### ASSIGNMENT
Check each line of the records below and collect those that include the word "rendered".

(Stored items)
§ §

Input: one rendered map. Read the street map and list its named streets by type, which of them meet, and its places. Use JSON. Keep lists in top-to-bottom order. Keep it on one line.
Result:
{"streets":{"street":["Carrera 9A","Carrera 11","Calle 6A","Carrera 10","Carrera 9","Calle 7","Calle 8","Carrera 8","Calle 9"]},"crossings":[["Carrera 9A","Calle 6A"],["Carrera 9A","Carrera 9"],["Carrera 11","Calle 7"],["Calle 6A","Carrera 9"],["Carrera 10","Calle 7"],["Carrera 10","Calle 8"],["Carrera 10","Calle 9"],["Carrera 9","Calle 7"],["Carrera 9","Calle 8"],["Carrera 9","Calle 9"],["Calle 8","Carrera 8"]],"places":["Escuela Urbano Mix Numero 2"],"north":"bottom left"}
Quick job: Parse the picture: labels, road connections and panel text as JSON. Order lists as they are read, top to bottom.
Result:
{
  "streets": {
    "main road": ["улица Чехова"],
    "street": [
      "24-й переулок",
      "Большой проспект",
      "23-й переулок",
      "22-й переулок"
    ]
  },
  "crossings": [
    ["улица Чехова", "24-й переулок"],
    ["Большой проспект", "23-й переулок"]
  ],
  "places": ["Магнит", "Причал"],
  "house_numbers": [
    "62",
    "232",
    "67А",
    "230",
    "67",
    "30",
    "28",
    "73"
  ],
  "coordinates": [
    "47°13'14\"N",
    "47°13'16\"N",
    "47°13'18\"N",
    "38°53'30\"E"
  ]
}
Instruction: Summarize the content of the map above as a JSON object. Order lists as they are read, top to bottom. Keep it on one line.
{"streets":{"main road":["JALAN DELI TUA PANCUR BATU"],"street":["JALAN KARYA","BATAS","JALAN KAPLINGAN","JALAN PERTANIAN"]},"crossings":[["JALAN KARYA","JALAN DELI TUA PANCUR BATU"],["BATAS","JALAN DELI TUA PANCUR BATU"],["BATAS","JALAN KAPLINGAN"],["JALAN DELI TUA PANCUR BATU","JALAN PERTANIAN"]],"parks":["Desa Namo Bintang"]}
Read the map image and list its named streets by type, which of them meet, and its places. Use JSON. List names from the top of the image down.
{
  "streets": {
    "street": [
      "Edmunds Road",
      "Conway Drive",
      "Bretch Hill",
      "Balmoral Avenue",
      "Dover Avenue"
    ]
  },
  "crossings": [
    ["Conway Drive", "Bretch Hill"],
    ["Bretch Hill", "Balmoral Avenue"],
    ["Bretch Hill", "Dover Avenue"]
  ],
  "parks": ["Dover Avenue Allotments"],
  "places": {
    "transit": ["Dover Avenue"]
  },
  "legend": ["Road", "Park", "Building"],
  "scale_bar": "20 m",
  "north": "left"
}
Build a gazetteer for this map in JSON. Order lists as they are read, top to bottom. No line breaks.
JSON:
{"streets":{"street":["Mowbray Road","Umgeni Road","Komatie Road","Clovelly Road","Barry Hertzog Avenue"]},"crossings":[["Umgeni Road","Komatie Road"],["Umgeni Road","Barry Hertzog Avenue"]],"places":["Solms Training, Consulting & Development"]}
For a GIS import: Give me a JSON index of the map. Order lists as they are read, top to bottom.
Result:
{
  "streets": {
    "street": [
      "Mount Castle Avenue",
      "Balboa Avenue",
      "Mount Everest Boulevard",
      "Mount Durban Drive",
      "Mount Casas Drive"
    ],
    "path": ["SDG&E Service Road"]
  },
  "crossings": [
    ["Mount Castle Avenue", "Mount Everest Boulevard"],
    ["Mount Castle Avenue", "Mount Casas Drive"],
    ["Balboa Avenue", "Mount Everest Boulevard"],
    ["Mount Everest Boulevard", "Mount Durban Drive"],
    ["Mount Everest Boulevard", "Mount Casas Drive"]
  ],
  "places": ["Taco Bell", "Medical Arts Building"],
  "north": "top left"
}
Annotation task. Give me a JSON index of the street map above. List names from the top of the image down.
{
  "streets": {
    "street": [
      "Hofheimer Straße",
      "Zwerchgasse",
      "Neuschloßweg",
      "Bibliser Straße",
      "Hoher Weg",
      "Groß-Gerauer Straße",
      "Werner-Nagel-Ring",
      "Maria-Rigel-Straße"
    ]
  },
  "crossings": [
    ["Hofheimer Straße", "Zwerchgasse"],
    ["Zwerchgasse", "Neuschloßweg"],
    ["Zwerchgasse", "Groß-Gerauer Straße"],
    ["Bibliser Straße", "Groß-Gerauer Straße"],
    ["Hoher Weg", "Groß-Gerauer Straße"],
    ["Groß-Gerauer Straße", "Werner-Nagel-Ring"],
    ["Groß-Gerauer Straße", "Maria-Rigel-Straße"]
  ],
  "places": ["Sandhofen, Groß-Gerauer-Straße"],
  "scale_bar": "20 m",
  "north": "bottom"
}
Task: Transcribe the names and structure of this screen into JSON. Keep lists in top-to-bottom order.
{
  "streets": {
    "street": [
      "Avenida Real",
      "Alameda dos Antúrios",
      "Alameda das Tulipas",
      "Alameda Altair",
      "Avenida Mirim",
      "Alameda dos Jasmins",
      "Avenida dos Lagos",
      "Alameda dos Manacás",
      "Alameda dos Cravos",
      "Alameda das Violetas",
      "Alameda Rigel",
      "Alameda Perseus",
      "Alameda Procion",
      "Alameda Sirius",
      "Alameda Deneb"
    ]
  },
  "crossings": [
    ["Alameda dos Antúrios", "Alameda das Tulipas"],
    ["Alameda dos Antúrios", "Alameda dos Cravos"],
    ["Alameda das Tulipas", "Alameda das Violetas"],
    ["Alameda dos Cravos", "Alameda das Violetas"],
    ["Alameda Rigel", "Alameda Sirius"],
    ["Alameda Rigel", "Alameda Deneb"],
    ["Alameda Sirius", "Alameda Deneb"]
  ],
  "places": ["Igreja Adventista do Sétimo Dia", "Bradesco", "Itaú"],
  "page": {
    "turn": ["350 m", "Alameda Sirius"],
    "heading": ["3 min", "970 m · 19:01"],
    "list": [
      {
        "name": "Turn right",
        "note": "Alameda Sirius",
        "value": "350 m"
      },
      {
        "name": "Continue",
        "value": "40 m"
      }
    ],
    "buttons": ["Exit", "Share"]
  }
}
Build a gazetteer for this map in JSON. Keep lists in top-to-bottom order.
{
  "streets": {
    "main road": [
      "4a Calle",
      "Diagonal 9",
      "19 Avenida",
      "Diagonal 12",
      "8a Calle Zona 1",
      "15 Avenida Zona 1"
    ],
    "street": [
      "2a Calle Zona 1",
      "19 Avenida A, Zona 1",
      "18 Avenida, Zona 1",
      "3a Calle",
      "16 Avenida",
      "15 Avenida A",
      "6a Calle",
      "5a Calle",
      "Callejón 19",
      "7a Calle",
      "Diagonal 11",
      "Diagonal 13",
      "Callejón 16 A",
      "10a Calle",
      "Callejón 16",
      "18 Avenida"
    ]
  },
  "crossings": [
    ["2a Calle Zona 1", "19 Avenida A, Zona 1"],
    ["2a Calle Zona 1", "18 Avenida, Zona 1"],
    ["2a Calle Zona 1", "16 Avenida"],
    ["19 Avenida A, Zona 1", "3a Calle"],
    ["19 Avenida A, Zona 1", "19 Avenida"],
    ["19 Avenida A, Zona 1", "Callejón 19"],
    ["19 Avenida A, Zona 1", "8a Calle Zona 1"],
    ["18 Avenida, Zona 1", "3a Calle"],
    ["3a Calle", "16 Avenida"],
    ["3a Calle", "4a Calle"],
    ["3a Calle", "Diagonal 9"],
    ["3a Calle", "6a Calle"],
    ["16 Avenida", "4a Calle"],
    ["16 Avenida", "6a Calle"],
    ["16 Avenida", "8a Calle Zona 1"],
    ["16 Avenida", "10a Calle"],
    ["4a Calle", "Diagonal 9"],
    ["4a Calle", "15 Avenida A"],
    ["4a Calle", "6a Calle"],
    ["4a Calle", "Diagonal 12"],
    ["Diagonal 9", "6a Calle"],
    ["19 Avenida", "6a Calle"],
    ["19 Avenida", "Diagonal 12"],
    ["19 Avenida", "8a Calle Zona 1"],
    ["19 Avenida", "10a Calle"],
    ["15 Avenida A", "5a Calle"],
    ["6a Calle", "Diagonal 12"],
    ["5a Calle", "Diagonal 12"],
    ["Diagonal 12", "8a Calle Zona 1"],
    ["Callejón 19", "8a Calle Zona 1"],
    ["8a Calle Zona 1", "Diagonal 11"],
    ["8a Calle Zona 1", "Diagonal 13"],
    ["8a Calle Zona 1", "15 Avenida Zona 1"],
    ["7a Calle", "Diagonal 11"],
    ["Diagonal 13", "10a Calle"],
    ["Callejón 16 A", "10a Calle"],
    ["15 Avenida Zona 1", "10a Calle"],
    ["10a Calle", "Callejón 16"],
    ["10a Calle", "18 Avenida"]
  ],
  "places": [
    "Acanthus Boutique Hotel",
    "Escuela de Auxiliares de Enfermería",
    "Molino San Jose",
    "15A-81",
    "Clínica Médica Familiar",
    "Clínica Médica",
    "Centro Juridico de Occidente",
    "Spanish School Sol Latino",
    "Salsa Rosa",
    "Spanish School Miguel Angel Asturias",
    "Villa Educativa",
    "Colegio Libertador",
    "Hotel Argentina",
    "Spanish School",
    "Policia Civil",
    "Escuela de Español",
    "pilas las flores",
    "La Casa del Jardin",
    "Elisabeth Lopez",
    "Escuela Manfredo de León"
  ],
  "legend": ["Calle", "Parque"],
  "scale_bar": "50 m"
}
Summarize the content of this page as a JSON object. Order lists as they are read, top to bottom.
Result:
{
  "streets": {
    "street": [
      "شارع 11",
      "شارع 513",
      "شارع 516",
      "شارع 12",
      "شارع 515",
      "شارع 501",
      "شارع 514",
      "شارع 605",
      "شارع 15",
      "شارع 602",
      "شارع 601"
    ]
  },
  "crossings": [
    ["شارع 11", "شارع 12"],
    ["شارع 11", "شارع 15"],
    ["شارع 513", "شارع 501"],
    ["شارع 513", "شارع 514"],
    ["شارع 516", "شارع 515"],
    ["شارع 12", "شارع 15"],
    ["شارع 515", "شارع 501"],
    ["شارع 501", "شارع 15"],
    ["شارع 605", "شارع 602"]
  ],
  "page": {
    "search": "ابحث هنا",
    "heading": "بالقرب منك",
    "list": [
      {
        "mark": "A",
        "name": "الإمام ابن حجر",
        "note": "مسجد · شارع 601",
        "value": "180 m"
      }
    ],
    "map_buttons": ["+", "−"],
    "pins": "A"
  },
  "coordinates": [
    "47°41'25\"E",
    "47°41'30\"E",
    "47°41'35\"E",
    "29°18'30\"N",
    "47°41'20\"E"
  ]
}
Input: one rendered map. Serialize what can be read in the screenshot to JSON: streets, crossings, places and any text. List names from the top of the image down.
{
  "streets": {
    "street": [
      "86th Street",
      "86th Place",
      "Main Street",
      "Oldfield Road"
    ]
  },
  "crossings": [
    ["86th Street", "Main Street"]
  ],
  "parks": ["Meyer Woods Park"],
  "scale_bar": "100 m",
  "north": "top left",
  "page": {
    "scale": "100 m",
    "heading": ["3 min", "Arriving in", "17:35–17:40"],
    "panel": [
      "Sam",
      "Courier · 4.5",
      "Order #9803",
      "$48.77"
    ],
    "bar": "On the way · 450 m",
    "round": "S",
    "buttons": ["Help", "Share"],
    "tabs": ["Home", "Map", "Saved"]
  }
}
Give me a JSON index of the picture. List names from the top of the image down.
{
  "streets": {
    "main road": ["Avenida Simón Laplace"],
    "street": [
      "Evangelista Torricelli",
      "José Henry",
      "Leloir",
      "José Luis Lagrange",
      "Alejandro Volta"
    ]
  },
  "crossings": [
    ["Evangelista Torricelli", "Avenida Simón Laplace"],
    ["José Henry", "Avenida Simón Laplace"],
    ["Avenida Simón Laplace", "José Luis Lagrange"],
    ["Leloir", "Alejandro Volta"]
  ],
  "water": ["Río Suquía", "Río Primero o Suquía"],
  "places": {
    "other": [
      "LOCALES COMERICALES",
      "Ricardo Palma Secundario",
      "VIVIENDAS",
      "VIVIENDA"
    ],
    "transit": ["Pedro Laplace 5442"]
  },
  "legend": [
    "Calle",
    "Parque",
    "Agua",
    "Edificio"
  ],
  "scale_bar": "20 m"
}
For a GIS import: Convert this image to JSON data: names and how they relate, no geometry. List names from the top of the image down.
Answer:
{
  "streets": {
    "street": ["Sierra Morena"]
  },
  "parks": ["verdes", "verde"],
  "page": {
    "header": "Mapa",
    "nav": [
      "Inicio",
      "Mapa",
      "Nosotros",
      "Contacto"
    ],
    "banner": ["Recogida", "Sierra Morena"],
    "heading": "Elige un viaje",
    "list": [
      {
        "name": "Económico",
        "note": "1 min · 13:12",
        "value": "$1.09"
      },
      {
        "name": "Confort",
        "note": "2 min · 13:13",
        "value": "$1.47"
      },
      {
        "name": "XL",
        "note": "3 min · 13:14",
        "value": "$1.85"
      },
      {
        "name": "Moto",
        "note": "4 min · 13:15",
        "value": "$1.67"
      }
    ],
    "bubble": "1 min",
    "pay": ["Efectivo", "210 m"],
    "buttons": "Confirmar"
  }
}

§ §

### ANSWER SPACE
Input: one rendered map. Read the street map and list its named streets by type, which of them meet, and its places. Use JSON. Keep lists in top-to-bottom order. Keep it on one line.
Input: one rendered map. Serialize what can be read in the screenshot to JSON: streets, crossings, places and any text. List names from the top of the image down.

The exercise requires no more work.